=== Exercise ===
Print the records below exactly, omitting all pictures.

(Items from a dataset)
# # # # #
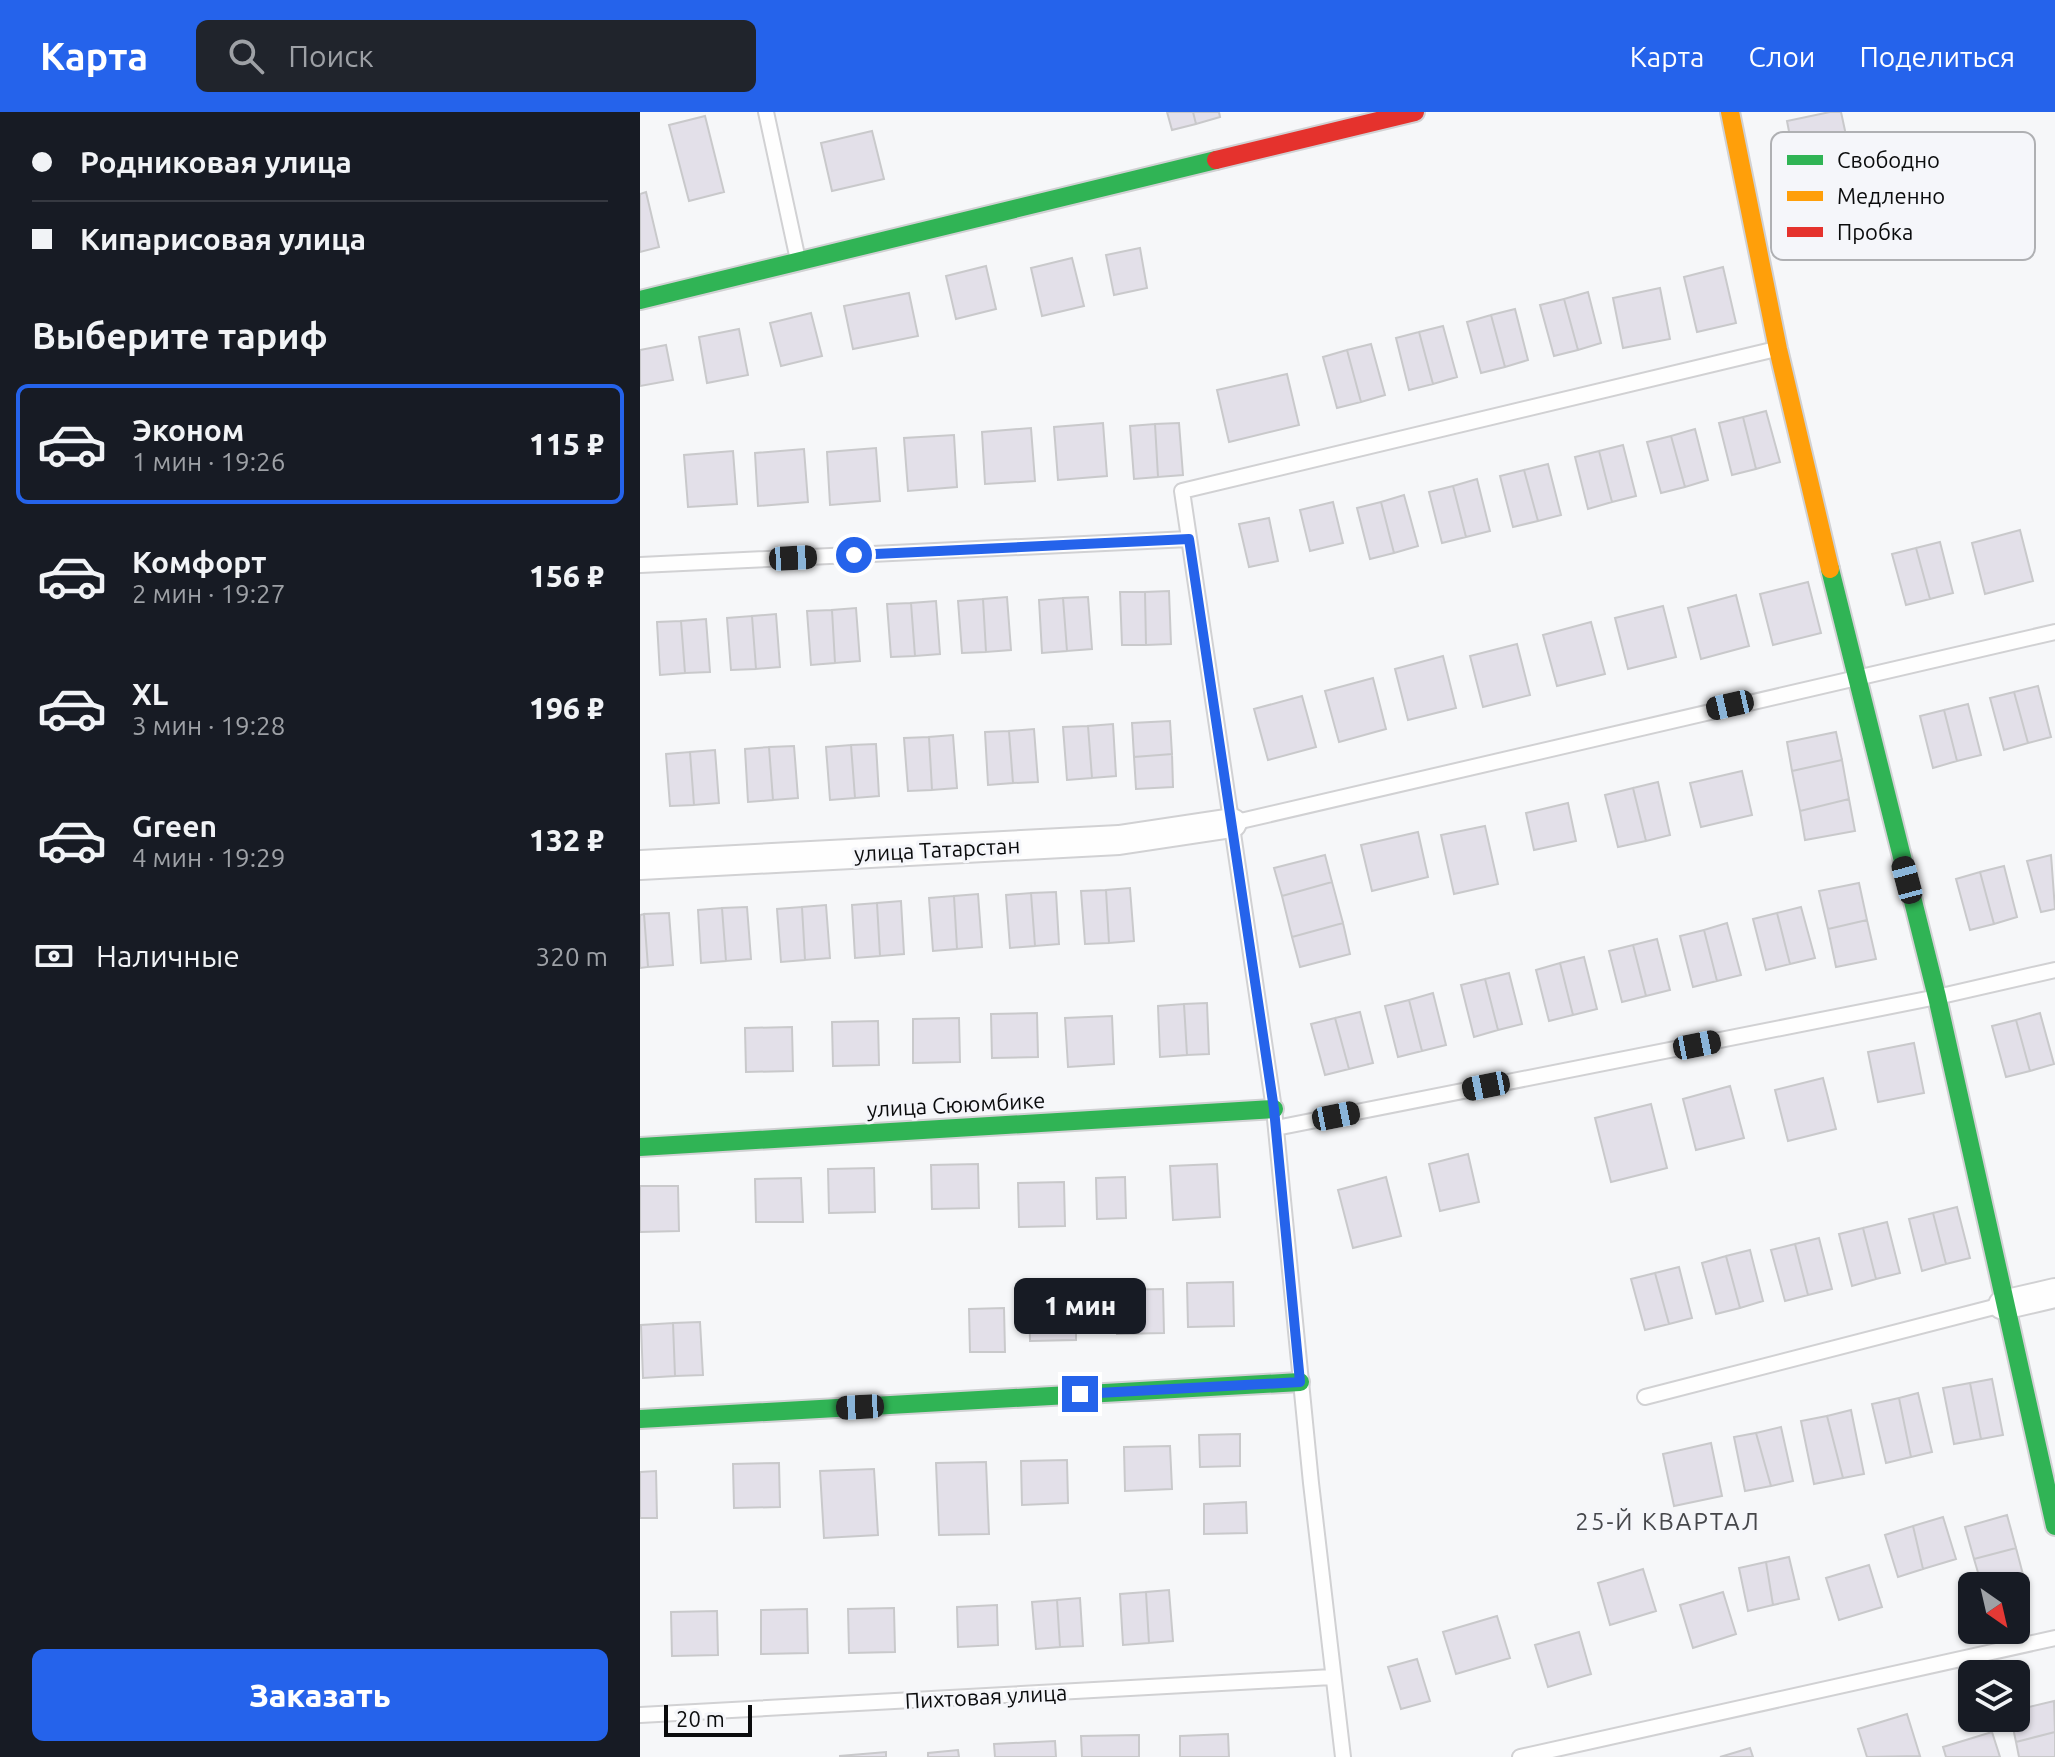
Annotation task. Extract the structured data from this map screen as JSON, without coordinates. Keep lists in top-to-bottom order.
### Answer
{
  "streets": {
    "street": ["улица Татарстан", "улица Сююмбике"],
    "lane": ["Пихтовая улица"]
  },
  "districts": ["25-Й КВАРТАЛ"],
  "legend": ["Свободно", "Медленно", "Пробка"],
  "scale_bar": "20 m",
  "north": "bottom right",
  "page": {
    "header": "Карта",
    "search": "Поиск",
    "nav": ["Карта", "Слои", "Поделиться"],
    "banner": ["Родниковая улица", "Кипарисовая улица"],
    "heading": "Выберите тариф",
    "list": [
      {
        "name": "Эконом",
        "note": "1 мин · 19:26",
        "value": "115 ₽"
      },
      {
        "name": "Комфорт",
        "note": "2 мин · 19:27",
        "value": "156 ₽"
      },
      {
        "name": "XL",
        "note": "3 мин · 19:28",
        "value": "196 ₽"
      },
      {
        "name": "Green",
        "note": "4 мин · 19:29",
        "value": "132 ₽"
      }
    ],
    "pay": ["Наличные", "320 m"],
    "bubble": "1 мин",
    "buttons": "Заказать",
    "scale": "20 m"
  }
}
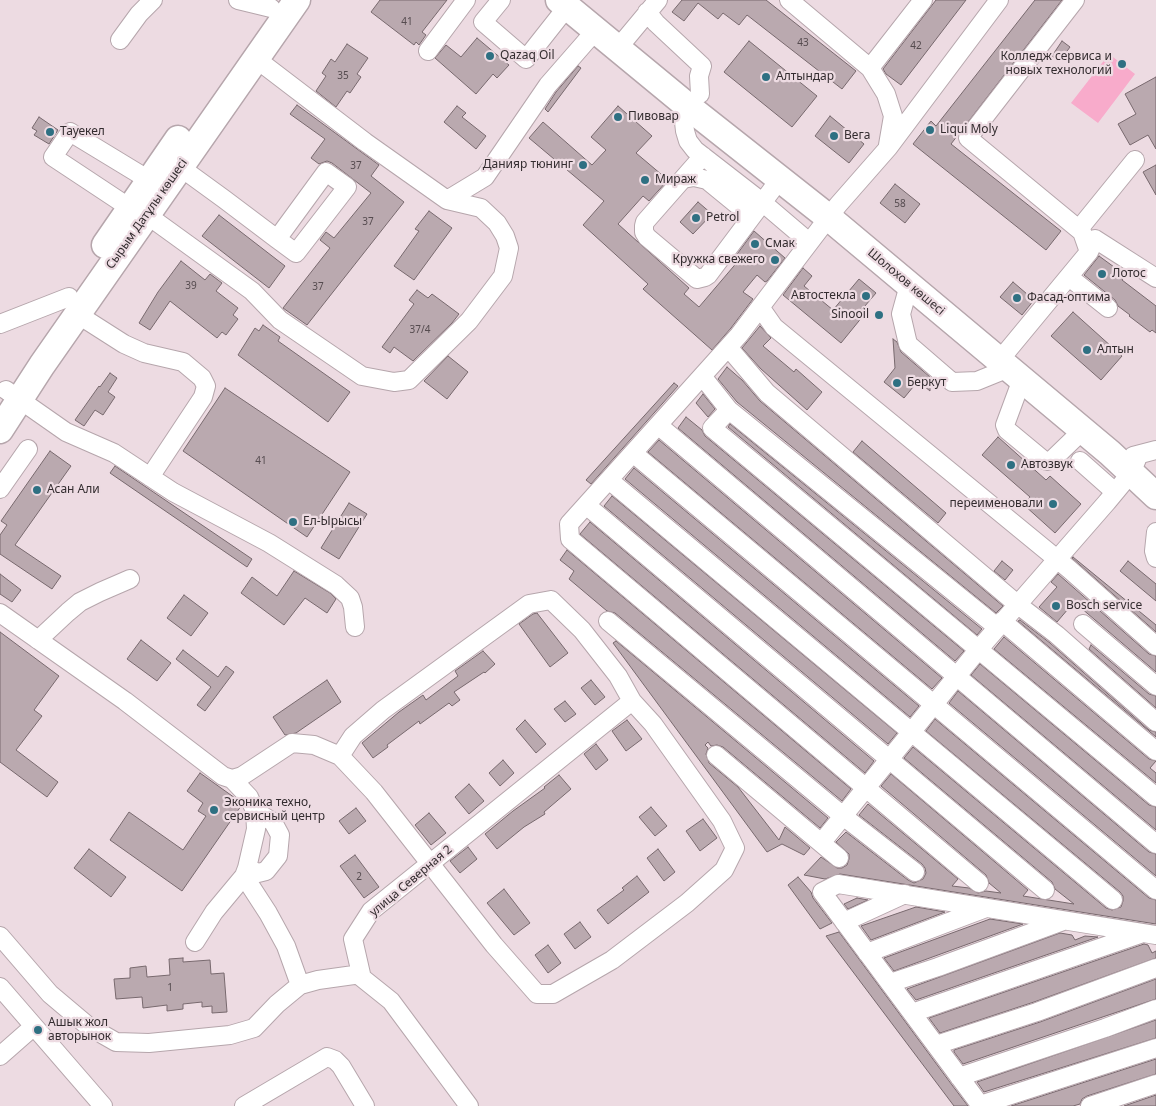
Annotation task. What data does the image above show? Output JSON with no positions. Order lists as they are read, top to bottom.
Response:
{
  "streets": {
    "highway": ["Сырым Датұлы көшесі", "Шолохов көшесі"],
    "street": ["улица Северная 2"]
  },
  "places": [
    "Qazaq Oil",
    "Колледж сервиса и новых технологий",
    "Алтындар",
    "Пивовар",
    "Liqui Moly",
    "Тауекел",
    "Вега",
    "Данияр тюнинг",
    "Мираж",
    "Petrol",
    "Смак",
    "Кружка свежего",
    "Лотос",
    "Автостекла",
    "Фасад-оптима",
    "Sinooil",
    "Алтын",
    "Беркут",
    "Автозвук",
    "Асан Али",
    "переименовали",
    "Ел-Ырысы",
    "Bosch service",
    "Эконика техно, сервисный центр",
    "Ашык жол авторынок"
  ],
  "house_numbers": [
    "41",
    "43",
    "42",
    "35",
    "37",
    "58",
    "37",
    "39",
    "37",
    "37/4",
    "41",
    "2",
    "1"
  ]
}
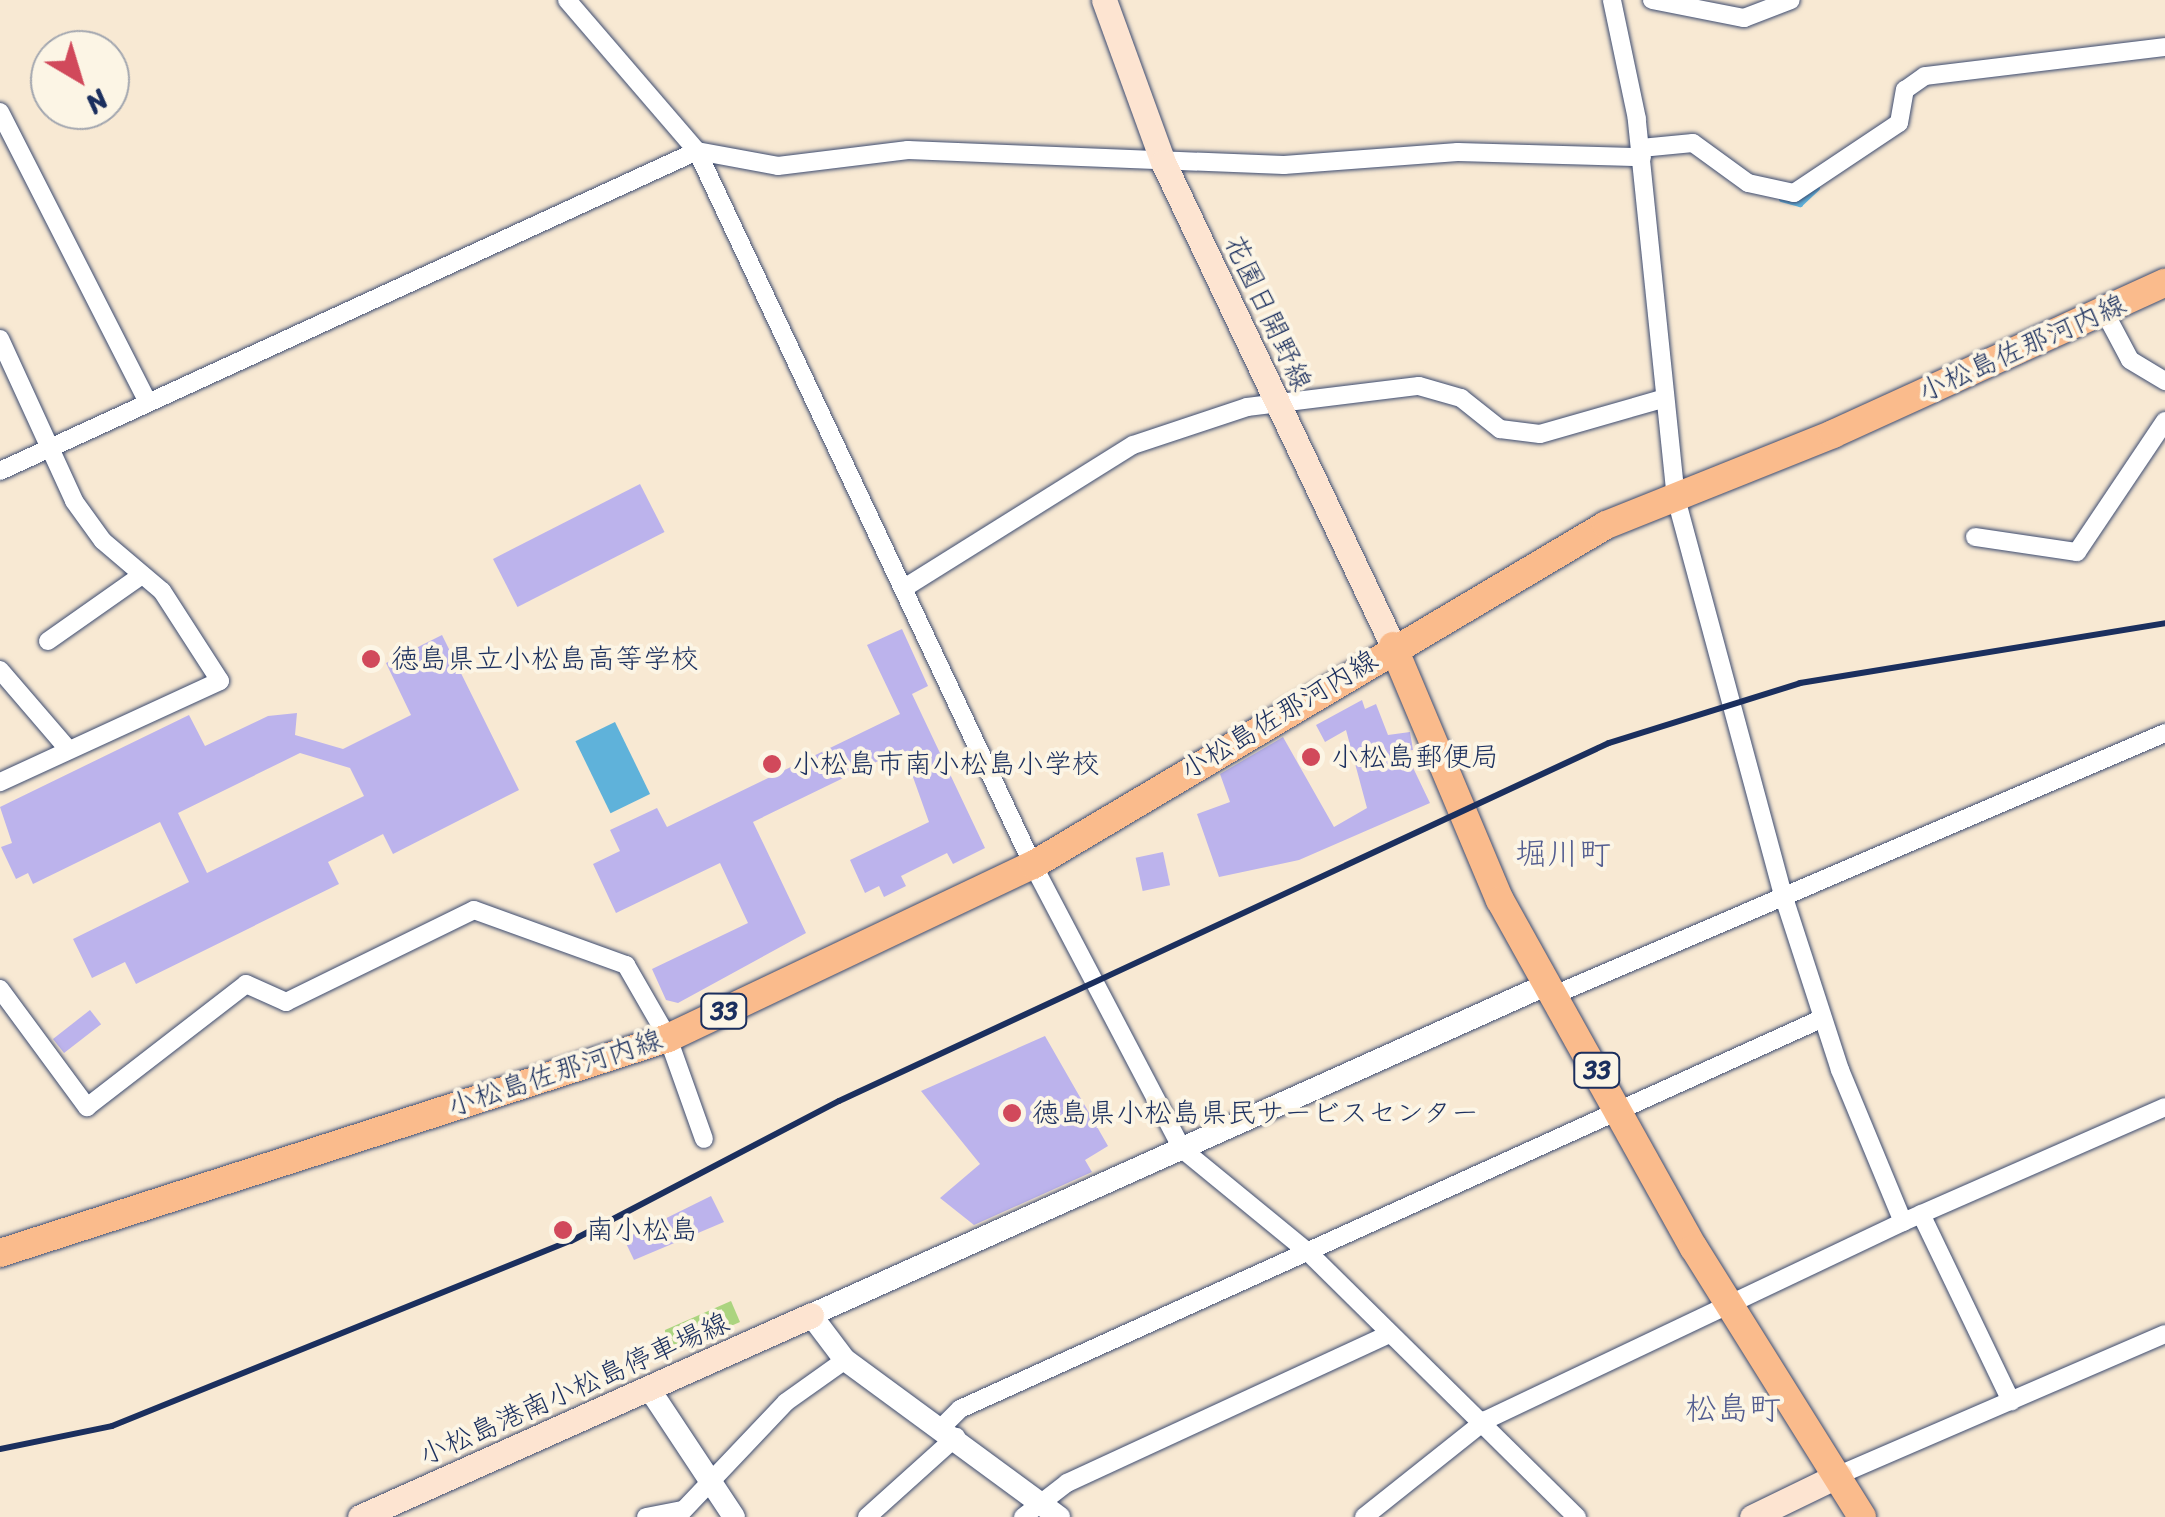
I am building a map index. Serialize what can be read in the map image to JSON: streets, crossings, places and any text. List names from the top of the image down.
{
  "streets": {
    "main road": [
      "花園日開野線",
      "小松島佐那河内線",
      "33",
      "小松島港南小松島停車場線"
    ]
  },
  "crossings": [
    ["花園日開野線", "小松島佐那河内線"]
  ],
  "districts": ["堀川町", "松島町"],
  "places": [
    "徳島県立小松島高等学校",
    "小松島郵便局",
    "小松島市南小松島小学校",
    "徳島県小松島県民サービスセンター",
    "南小松島"
  ],
  "north": "bottom right"
}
# # # # #
=== Result of the exercise ===
Annotation task. Extract the structured data from this map screen as JSON, without coordinates. Keep lists in top-to-bottom order.
### Answer
{
  "streets": {
    "street": ["улица Татарстан", "улица Сююмбике"],
    "lane": ["Пихтовая улица"]
  },
  "districts": ["25-Й КВАРТАЛ"],
  "legend": ["Свободно", "Медленно", "Пробка"],
  "scale_bar": "20 m",
  "north": "bottom right",
  "page": {
    "header": "Карта",
    "search": "Поиск",
    "nav": ["Карта", "Слои", "Поделиться"],
    "banner": ["Родниковая улица", "Кипарисовая улица"],
    "heading": "Выберите тариф",
    "list": [
      {
        "name": "Эконом",
        "note": "1 мин · 19:26",
        "value": "115 ₽"
      },
      {
        "name": "Комфорт",
        "note": "2 мин · 19:27",
        "value": "156 ₽"
      },
      {
        "name": "XL",
        "note": "3 мин · 19:28",
        "value": "196 ₽"
      },
      {
        "name": "Green",
        "note": "4 мин · 19:29",
        "value": "132 ₽"
      }
    ],
    "pay": ["Наличные", "320 m"],
    "bubble": "1 мин",
    "buttons": "Заказать",
    "scale": "20 m"
  }
}
Annotation task. What data does the image above show? Output JSON with no positions. Order lists as they are read, top to bottom.
Response:
{
  "streets": {
    "highway": ["Сырым Датұлы көшесі", "Шолохов көшесі"],
    "street": ["улица Северная 2"]
  },
  "places": [
    "Qazaq Oil",
    "Колледж сервиса и новых технологий",
    "Алтындар",
    "Пивовар",
    "Liqui Moly",
    "Тауекел",
    "Вега",
    "Данияр тюнинг",
    "Мираж",
    "Petrol",
    "Смак",
    "Кружка свежего",
    "Лотос",
    "Автостекла",
    "Фасад-оптима",
    "Sinooil",
    "Алтын",
    "Беркут",
    "Автозвук",
    "Асан Али",
    "переименовали",
    "Ел-Ырысы",
    "Bosch service",
    "Эконика техно, сервисный центр",
    "Ашык жол авторынок"
  ],
  "house_numbers": [
    "41",
    "43",
    "42",
    "35",
    "37",
    "58",
    "37",
    "39",
    "37",
    "37/4",
    "41",
    "2",
    "1"
  ]
}
I am building a map index. Serialize what can be read in the map image to JSON: streets, crossings, places and any text. List names from the top of the image down.
{
  "streets": {
    "main road": [
      "花園日開野線",
      "小松島佐那河内線",
      "33",
      "小松島港南小松島停車場線"
    ]
  },
  "crossings": [
    ["花園日開野線", "小松島佐那河内線"]
  ],
  "districts": ["堀川町", "松島町"],
  "places": [
    "徳島県立小松島高等学校",
    "小松島郵便局",
    "小松島市南小松島小学校",
    "徳島県小松島県民サービスセンター",
    "南小松島"
  ],
  "north": "bottom right"
}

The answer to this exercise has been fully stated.